The astronauts semi-stranded on the International Space Station got some much-needed supplies over the July 4th weekend as an unmanned Russian resupply craft called the Progress 60 docked with the ISS at around 3:11 a.m. EST this morning.

The 106 pounds of oxygen, 926 pounds of water, 1,940 pounds of extra propellant and 3,133 pounds of spare parts it delivered come on the heels of three previous failed attempts to bring ISS crew members new supplies. The most recent and high profile failure was the SpaceX Falcon 9, which was set to bring the ISS its groceries and assorted doo-dads before its unmanned rocket exploded moments after takeoff.

American astronaut Scott Kelly, who is spending an entire year in space, described the Russian re-up as something akin to “Christmas in July.”

Though the astronauts had enough supplies to last until October and have an escape pod on board, the craft was running low on key life-sustaining supplies like onboard filters that process and recycle water. They also needed room to take out the garbage. The unmanned cargo capsule will now be used as a sort of garbage dump, and will stay in place for a few months before returning to Earth.
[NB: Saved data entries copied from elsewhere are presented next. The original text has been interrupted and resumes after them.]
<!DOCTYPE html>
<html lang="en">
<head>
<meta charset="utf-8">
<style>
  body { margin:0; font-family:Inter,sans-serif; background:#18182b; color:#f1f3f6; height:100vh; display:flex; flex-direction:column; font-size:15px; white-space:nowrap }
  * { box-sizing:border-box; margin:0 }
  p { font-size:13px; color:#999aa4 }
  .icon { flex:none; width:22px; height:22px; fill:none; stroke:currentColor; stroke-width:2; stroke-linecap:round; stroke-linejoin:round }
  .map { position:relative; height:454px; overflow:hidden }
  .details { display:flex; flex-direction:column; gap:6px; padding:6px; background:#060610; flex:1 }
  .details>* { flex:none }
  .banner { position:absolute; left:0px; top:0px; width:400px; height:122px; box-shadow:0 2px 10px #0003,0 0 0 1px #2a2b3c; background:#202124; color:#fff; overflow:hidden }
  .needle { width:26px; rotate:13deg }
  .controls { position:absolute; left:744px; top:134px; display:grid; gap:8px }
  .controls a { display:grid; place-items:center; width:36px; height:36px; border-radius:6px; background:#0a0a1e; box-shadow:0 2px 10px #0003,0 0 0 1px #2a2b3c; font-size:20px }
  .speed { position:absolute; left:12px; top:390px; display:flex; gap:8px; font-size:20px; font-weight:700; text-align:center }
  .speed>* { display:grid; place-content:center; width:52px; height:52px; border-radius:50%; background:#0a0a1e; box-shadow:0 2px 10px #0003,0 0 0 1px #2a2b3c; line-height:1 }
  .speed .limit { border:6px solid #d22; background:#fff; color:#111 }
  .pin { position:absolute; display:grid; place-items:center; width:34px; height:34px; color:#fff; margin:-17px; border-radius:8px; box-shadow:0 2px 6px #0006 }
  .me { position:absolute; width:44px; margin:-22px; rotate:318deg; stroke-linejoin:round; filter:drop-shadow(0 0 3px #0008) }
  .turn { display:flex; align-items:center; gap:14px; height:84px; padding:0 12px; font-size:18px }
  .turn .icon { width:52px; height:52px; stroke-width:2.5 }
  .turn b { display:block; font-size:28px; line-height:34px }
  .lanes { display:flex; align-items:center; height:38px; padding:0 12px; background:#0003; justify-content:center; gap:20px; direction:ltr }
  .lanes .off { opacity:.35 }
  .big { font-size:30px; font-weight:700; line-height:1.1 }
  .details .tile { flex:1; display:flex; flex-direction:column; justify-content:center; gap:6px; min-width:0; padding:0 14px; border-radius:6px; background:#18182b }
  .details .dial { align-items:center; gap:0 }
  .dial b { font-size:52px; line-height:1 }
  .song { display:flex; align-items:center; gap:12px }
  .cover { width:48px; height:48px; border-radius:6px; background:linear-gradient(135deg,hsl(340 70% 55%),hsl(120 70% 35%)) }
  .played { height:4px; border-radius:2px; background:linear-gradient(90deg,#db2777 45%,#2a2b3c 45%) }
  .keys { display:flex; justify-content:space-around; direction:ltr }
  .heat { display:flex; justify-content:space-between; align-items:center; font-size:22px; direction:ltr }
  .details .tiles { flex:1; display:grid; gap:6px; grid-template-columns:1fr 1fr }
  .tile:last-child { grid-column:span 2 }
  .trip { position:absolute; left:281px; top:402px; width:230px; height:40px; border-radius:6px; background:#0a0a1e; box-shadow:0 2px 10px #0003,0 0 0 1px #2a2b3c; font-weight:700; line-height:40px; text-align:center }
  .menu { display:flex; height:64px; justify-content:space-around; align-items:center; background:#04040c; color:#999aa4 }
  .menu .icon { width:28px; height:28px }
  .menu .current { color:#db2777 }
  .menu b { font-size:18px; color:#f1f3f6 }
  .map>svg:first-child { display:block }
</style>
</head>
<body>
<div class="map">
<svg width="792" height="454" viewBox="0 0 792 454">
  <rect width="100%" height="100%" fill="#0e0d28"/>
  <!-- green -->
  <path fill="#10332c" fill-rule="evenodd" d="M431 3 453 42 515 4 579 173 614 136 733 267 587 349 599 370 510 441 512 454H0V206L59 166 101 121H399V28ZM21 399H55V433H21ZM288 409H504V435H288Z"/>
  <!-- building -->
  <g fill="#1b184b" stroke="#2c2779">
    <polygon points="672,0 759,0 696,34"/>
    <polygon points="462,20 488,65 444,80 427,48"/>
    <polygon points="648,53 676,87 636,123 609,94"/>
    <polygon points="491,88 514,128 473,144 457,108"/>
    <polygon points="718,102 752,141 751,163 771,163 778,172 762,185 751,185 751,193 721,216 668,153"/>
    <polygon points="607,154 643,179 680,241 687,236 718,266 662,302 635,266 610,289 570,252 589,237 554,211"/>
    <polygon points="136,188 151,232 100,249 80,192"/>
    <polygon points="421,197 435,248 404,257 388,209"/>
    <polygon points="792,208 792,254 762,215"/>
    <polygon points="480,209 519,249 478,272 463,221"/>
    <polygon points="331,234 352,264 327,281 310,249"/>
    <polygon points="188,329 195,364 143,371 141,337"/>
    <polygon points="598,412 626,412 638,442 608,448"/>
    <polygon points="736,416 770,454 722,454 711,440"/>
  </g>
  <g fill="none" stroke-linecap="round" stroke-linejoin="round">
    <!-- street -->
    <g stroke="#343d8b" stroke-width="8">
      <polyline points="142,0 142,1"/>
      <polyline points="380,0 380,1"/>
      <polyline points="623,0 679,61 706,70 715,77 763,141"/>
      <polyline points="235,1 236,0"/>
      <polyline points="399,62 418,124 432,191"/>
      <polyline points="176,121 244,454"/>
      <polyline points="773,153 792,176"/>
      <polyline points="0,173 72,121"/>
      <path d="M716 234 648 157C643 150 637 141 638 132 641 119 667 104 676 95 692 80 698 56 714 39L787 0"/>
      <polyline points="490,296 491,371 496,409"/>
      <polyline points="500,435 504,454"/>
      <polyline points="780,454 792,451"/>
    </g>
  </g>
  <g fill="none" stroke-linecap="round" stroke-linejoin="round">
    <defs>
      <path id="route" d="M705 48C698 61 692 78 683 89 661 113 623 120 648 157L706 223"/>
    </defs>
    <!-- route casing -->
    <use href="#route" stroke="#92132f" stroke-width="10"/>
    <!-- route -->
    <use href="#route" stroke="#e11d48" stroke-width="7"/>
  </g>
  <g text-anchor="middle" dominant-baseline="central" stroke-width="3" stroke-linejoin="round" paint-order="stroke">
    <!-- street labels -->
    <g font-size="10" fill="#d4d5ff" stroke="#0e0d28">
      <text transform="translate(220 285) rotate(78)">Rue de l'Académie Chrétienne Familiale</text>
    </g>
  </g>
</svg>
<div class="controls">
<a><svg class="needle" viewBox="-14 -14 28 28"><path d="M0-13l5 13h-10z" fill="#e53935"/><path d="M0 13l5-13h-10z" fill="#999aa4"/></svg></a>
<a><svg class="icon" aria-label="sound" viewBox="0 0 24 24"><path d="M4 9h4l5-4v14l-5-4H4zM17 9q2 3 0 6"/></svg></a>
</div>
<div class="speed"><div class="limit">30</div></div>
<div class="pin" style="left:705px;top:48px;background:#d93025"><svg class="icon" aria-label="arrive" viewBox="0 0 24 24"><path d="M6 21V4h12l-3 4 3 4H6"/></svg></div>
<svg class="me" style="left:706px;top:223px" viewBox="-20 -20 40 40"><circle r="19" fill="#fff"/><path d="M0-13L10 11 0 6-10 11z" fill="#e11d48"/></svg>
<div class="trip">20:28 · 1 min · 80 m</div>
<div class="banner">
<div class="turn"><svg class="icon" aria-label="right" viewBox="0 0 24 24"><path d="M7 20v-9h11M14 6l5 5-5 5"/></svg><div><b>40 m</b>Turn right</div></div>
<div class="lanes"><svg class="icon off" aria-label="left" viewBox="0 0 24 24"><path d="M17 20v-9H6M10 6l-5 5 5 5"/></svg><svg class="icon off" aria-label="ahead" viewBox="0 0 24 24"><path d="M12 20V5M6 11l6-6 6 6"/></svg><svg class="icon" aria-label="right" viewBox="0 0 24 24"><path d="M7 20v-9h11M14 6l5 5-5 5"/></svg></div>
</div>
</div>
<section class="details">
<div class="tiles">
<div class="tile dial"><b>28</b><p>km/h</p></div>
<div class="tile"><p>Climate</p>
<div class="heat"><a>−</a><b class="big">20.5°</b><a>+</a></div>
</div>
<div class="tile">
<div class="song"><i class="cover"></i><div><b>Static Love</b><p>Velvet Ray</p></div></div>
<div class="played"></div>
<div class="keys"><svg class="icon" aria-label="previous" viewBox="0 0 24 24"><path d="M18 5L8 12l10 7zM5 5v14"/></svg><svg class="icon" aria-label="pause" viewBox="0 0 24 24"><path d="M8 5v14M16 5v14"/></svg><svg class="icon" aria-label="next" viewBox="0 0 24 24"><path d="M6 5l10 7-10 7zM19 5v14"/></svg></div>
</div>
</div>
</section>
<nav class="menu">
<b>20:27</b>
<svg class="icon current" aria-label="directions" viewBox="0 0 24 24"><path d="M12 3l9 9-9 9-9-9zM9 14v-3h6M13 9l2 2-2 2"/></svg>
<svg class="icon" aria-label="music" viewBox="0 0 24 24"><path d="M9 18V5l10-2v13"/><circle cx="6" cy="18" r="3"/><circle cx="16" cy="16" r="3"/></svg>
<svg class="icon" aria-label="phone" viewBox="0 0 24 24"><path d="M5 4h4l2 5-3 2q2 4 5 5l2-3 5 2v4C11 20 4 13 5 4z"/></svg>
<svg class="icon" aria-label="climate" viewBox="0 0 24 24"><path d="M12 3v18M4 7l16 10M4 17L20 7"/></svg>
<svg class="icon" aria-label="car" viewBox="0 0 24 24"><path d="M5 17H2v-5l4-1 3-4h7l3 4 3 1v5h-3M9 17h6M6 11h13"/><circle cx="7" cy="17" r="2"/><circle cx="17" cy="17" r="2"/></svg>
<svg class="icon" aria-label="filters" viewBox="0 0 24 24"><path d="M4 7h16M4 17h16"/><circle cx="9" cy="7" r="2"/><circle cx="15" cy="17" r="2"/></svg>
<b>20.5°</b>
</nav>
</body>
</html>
The successful docking will let officials breathe a sigh of relief after the failed resupply missions upped the tension for the mission. But the success is also a bit worrisome for NASA, who is increasingly dependent on Russian rockets to successfully achieve their mission goals, especially after the similar American craft continually failed.

But at least the astronauts can rest easy now that the pantry is full. They can also expect more to come. A Japanese mission is set for August and another American resupply mission is scheduled for sometime late this year.